-- WHAT THE EXERCISE ASKS --
Report each line of the data below in which "пути" appears.

-- DATA FOR ANALYSIS --
──────────

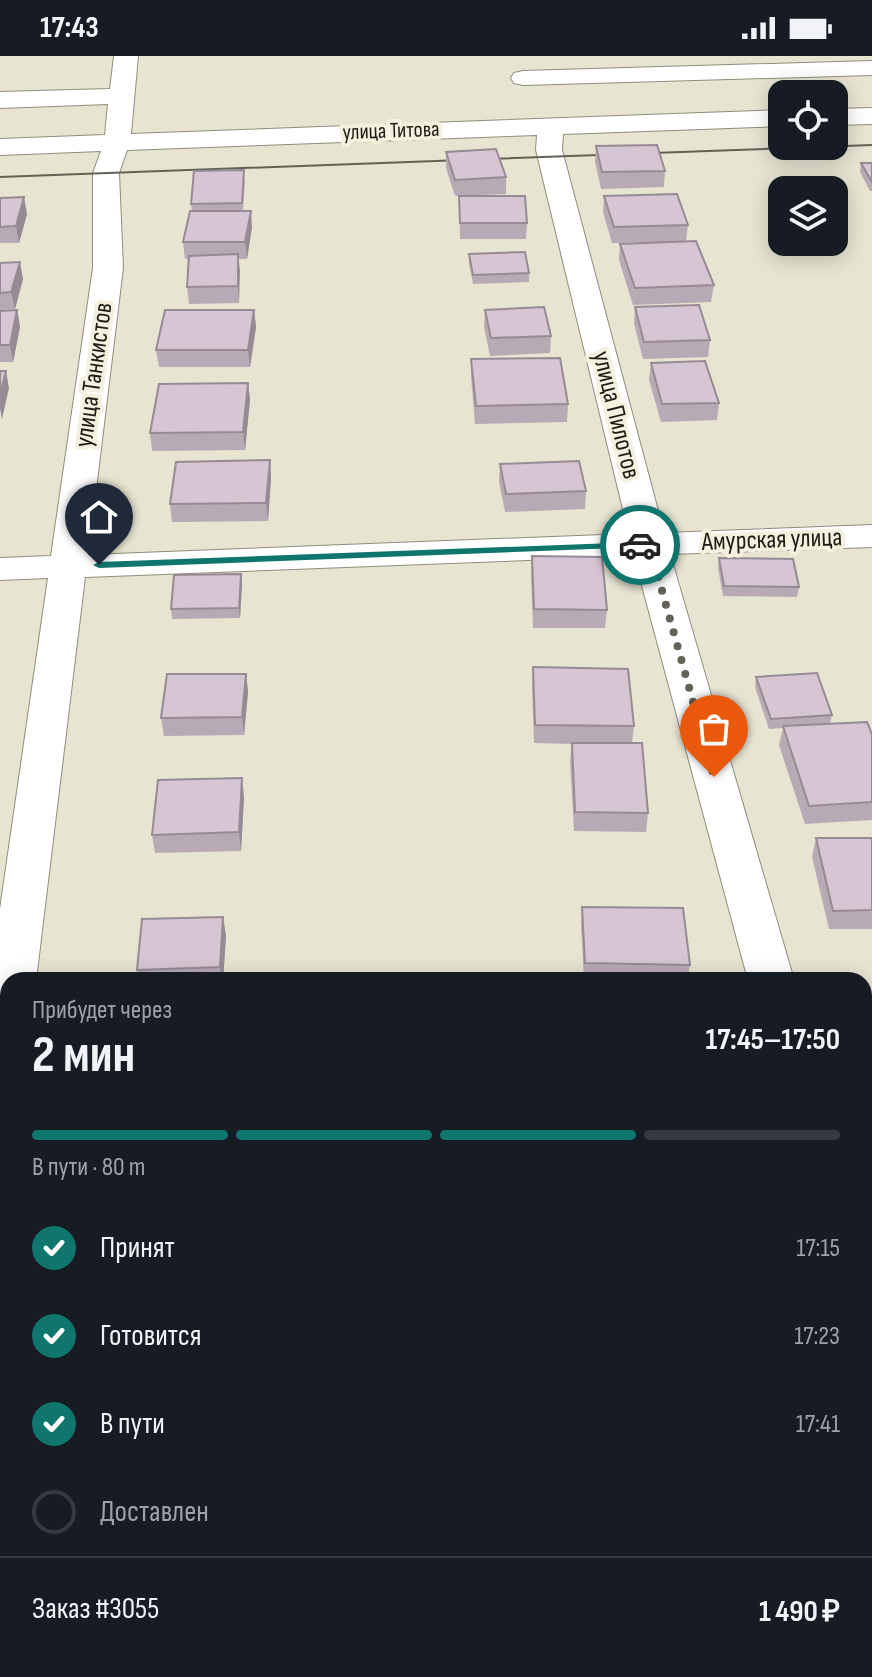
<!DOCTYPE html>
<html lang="ru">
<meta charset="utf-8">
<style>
:root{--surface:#171b24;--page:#242831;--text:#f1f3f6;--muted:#9ea1a6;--line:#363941;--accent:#0f766e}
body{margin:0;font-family:"Sofia Sans Condensed",sans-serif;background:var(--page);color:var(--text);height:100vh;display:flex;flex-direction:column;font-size:30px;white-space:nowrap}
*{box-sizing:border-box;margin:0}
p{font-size:26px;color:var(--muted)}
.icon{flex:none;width:44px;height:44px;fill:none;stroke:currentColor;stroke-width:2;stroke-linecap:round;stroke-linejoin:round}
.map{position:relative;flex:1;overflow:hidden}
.panel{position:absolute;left:0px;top:916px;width:872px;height:706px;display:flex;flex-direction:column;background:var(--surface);border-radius:24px 24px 0 0;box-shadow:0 4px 20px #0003}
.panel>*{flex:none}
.tools{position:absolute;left:768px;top:24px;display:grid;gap:16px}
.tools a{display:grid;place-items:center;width:80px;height:80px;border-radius:16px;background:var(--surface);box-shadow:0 4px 20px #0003;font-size:40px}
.pin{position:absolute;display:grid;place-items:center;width:68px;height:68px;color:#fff;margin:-82px -34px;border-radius:50% 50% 50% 0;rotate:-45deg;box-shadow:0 0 8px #0007}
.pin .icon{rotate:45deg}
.courier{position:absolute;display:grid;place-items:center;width:80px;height:80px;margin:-40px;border:6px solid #0f766e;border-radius:50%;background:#fff;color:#222;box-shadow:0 2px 10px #0007}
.summary em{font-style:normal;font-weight:700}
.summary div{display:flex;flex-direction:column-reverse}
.summary{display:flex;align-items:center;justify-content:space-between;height:136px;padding:0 32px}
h1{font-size:52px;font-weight:700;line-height:60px}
.bar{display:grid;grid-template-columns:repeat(4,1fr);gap:12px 8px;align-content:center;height:96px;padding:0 32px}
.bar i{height:10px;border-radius:6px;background:var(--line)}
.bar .on{background:var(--accent)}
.bar p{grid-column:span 4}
.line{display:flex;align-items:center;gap:20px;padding:0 32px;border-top:2px solid var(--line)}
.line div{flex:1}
ol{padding:0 32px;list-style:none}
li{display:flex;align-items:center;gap:24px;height:88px}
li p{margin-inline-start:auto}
li .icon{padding:8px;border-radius:50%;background:var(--accent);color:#fff;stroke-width:4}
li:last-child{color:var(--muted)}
li i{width:44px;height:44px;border:4px solid var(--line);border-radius:50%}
.status{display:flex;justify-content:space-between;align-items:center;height:56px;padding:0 40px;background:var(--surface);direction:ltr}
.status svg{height:22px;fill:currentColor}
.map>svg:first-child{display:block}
</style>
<div class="status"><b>17:43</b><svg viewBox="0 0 49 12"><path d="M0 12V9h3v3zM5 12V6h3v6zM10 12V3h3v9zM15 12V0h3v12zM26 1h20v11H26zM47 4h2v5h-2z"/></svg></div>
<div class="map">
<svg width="872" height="1621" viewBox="0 0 872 1621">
<rect width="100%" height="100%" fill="#e7e4d2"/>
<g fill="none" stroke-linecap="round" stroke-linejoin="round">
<g stroke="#908d7c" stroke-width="2">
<g id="minor">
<path d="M 114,0 L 138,0 L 131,78 L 782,54 L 782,70 L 563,78 L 562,94 L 664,477 L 872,469 L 872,491 L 670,498 L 794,924 L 748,924 L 634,500 L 85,521 L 36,924 L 8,924 L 8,1034 L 0,1037 L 0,942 L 7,940 L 0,938 L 0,853 L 48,522 L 0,524 L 0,502 L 51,500 L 93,212 L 93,117 L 101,95 L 0,99 L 0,83 L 105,79 L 108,48 L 0,52 L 0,36 L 110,33 ZM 537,79 L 536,94 L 629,478 L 88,499 L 123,212 L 119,117 L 127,94 Z"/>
<path d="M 872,5 L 872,19 L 523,29 L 514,27 L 511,22 L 514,17 L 523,15 Z"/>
<path d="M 872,52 L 872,68 L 834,69 L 834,53 Z"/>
<path d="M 864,1232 L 872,1235 L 872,1311 L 864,1308 Z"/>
<path d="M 8,1335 L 8,1389 L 0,1390 L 0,1336 Z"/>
</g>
</g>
<use href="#minor" fill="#fff" fill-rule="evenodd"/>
<path stroke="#636156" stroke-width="2" d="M 0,121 L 872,89"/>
</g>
<g fill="#b8aab5">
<path d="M 596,90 L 665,115 L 664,131 L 601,133 L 595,106 Z"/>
<path d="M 446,96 L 506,121 L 506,138 L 455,140 L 446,112 Z"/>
<path d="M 861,107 L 872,107 L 872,135 L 870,135 L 860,116 Z"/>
<path d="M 245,123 L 243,155 L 252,171 L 247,203 L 239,203 L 239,247 L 189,248 L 187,231 L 188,203 L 185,203 L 183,186 L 192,155 L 191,148 Z"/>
<path d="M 459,140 L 527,167 L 526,183 L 460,183 Z"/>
<path d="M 604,140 L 688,169 L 686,185 L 714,229 L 711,246 L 633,249 L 619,204 L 620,188 L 666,186 L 612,187 L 603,156 Z"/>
<path d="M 0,142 L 27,158 L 19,187 L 0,187 Z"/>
<path d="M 469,198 L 529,217 L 529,226 L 473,228 L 469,207 Z"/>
<path d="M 0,207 L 23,223 L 15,253 L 0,254 Z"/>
<path d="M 635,251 L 710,284 L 708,301 L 643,303 L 634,268 Z"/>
<path d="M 17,254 L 20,271 L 13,306 L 0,306 L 0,255 Z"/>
<path d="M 254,254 L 256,271 L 250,311 L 159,311 L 156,294 Z"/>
<path d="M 485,254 L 551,280 L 550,297 L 490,300 L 484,271 Z"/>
<path d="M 471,303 L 568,348 L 567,366 L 475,368 L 471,321 Z"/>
<path d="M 651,307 L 719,347 L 717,364 L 661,366 L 649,324 Z"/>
<path d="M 248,327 L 250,344 L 245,394 L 152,395 L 150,377 Z"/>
<path d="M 270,404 L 271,422 L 268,465 L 172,466 L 170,448 Z"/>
<path d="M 500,408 L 586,435 L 585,453 L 505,456 L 499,426 Z"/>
<path d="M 532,500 L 607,554 L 605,572 L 533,572 L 531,519 Z"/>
<path d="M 719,502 L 799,531 L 797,541 L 723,540 L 718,512 Z"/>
<path d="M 242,528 L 240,562 L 172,563 L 171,553 Z"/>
<path d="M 533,611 L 634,670 L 632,687 L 648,757 L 646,776 L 574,775 L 570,705 L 572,688 L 534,687 L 532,630 Z"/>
<path d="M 246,618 L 248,636 L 244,679 L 164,680 L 161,662 Z"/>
<path d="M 756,621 L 832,659 L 830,668 L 872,678 L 872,764 L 805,768 L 779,689 L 783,672 L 769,673 L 755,631 Z"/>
<path d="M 244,741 L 241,795 L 155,797 L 152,779 Z"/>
<path d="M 816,782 L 872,782 L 872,873 L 829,873 L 812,801 Z"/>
<path d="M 582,851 L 690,909 L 687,924 L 584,924 L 581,869 Z"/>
<path d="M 223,861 L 226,880 L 223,924 L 139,924 L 137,914 Z"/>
<path d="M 872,939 L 872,1031 L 864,1006 L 864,940 Z"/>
<path d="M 745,1614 L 843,1614 L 845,1621 L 743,1621 Z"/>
</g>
<g fill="#968b94">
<path d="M 24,141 L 27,158 L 19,187 L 16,170 Z"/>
<path d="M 251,155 L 252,171 L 247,203 L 245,186 Z"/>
<path d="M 238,198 L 240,215 L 239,247 L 238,230 Z"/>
<path d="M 20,206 L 23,223 L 15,253 L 11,236 Z"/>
<path d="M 17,254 L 20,271 L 13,306 L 10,289 Z"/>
<path d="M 254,254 L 256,271 L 250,311 L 248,294 Z"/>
<path d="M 6,315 L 9,332 L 2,363 L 0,353 L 0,339 Z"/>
<path d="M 248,327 L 250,344 L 245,394 L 243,376 Z"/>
<path d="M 270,404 L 271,422 L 268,465 L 266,447 Z"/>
<path d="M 241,518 L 242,528 L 240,562 L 239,552 Z"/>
<path d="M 246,618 L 248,636 L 244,679 L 242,661 Z"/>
<path d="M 242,722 L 244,741 L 241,795 L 239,776 Z"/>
<path d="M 223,861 L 226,880 L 223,924 L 222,924 L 220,911 Z"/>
</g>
<g fill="#d6c6d3" stroke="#968b94" stroke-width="2">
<path d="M 657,89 L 665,115 L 602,116 L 596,90 Z"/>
<path d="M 496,93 L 506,121 L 455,124 L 446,96 Z"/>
<path d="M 861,107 L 872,107 L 872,126 Z"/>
<path d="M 244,114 L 242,147 L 191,148 L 194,115 Z"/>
<path d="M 677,138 L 688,169 L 614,171 L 604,140 Z"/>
<path d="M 459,140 L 525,140 L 527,167 L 460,167 Z"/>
<path d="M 24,141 L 16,170 L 0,171 L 0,142 Z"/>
<path d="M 190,155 L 251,155 L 245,186 L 183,186 Z"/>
<path d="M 696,185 L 714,229 L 635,232 L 620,188 Z"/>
<path d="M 525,196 L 529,217 L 473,219 L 469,198 Z"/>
<path d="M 238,198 L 238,230 L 187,231 L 189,200 Z"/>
<path d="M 20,206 L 11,236 L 0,237 L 0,207 Z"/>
<path d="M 699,249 L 710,284 L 644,286 L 635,251 Z"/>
<path d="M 544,251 L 551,280 L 491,282 L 485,254 Z"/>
<path d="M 17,254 L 10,289 L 0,289 L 0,255 Z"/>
<path d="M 165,254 L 254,254 L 248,294 L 156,294 Z"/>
<path d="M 560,302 L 568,348 L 476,350 L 471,303 Z"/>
<path d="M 705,305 L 719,347 L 662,348 L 651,307 Z"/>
<path d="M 0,315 L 6,315 L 0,339 Z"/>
<path d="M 248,327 L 243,376 L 150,377 L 159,328 Z"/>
<path d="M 270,404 L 266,447 L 170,448 L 176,406 Z"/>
<path d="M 579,405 L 586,435 L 506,438 L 500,408 Z"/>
<path d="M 532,500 L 602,501 L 607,554 L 534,553 Z"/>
<path d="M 719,502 L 793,503 L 799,531 L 724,530 Z"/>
<path d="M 241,518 L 239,552 L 171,553 L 174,519 Z"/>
<path d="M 533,611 L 628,613 L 634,670 L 535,669 Z"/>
<path d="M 817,617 L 832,659 L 771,663 L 756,621 Z"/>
<path d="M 167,618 L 246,618 L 242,661 L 161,662 Z"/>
<path d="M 867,666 L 872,678 L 872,746 L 809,750 L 783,670 Z"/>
<path d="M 572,687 L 642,687 L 648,757 L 575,756 Z"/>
<path d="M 242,722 L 239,776 L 152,779 L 158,724 Z"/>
<path d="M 816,782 L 872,782 L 872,854 L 833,855 Z"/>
<path d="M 582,851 L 683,852 L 690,909 L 585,907 Z"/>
<path d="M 223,861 L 220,911 L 137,914 L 142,863 Z"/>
<path d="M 872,939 L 872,996 L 864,972 L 864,940 Z"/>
<path d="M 750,1614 L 843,1614 L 845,1621 L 751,1621 Z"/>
</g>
<path fill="#0f766e" d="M 640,486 L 645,489 L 644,491 L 99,512 L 93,509 L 99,506 Z"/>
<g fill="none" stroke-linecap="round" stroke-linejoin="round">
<path stroke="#646257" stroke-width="8" stroke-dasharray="0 14.4" d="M 640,489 L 649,488 L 714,721"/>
</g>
<g text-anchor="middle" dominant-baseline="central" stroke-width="8" stroke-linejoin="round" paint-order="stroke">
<g font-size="22" fill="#1d1c15" stroke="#f5f1df">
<text transform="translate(391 75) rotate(-2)">улица Титова</text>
</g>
<g font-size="26" fill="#1d1c15" stroke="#f5f1df">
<text transform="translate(94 319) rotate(-82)">улица Танкистов</text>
<text transform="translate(616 359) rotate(76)">улица Пилотов</text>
<text transform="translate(772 484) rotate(-2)">Амурская улица</text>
</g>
</g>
</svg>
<div class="tools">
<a><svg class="icon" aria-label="locate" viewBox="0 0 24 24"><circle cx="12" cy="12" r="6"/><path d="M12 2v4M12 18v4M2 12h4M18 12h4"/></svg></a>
<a><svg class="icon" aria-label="layers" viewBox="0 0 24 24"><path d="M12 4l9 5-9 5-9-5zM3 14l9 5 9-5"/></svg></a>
</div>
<div class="pin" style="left:714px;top:721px;background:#ea580c"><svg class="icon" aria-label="bag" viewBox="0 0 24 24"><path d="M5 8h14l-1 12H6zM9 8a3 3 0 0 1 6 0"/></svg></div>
<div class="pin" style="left:99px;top:509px;background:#1f2937"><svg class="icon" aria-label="home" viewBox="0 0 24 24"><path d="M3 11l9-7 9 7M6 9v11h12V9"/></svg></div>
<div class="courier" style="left:640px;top:489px"><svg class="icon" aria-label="car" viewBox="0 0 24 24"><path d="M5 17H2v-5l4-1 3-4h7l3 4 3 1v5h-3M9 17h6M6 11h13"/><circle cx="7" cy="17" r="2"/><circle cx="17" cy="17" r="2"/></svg></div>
<section class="panel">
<div class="summary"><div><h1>2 мин</h1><p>Прибудет через</p></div><em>17:45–17:50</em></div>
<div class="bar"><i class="on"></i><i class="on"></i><i class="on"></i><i></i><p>В пути · 80 m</p></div>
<ol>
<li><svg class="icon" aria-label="check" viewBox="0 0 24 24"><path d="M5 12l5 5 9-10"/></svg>Принят<p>17:15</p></li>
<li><svg class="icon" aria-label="check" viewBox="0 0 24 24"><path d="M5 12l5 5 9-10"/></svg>Готовится<p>17:23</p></li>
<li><svg class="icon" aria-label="check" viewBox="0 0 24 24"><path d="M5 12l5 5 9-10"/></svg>В пути<p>17:41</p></li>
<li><i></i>Доставлен</li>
</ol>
<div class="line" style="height:104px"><div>Заказ #3055</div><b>1 490 ₽</b></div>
</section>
</div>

──────────

-- RESPONSE TO THIS EXERCISE --
<div class="bar"><i class="on"></i><i class="on"></i><i class="on"></i><i></i><p>В пути · 80 m</p></div>
<li><svg class="icon" aria-label="check" viewBox="0 0 24 24"><path d="M5 12l5 5 9-10"/></svg>В пути<p>17:41</p></li>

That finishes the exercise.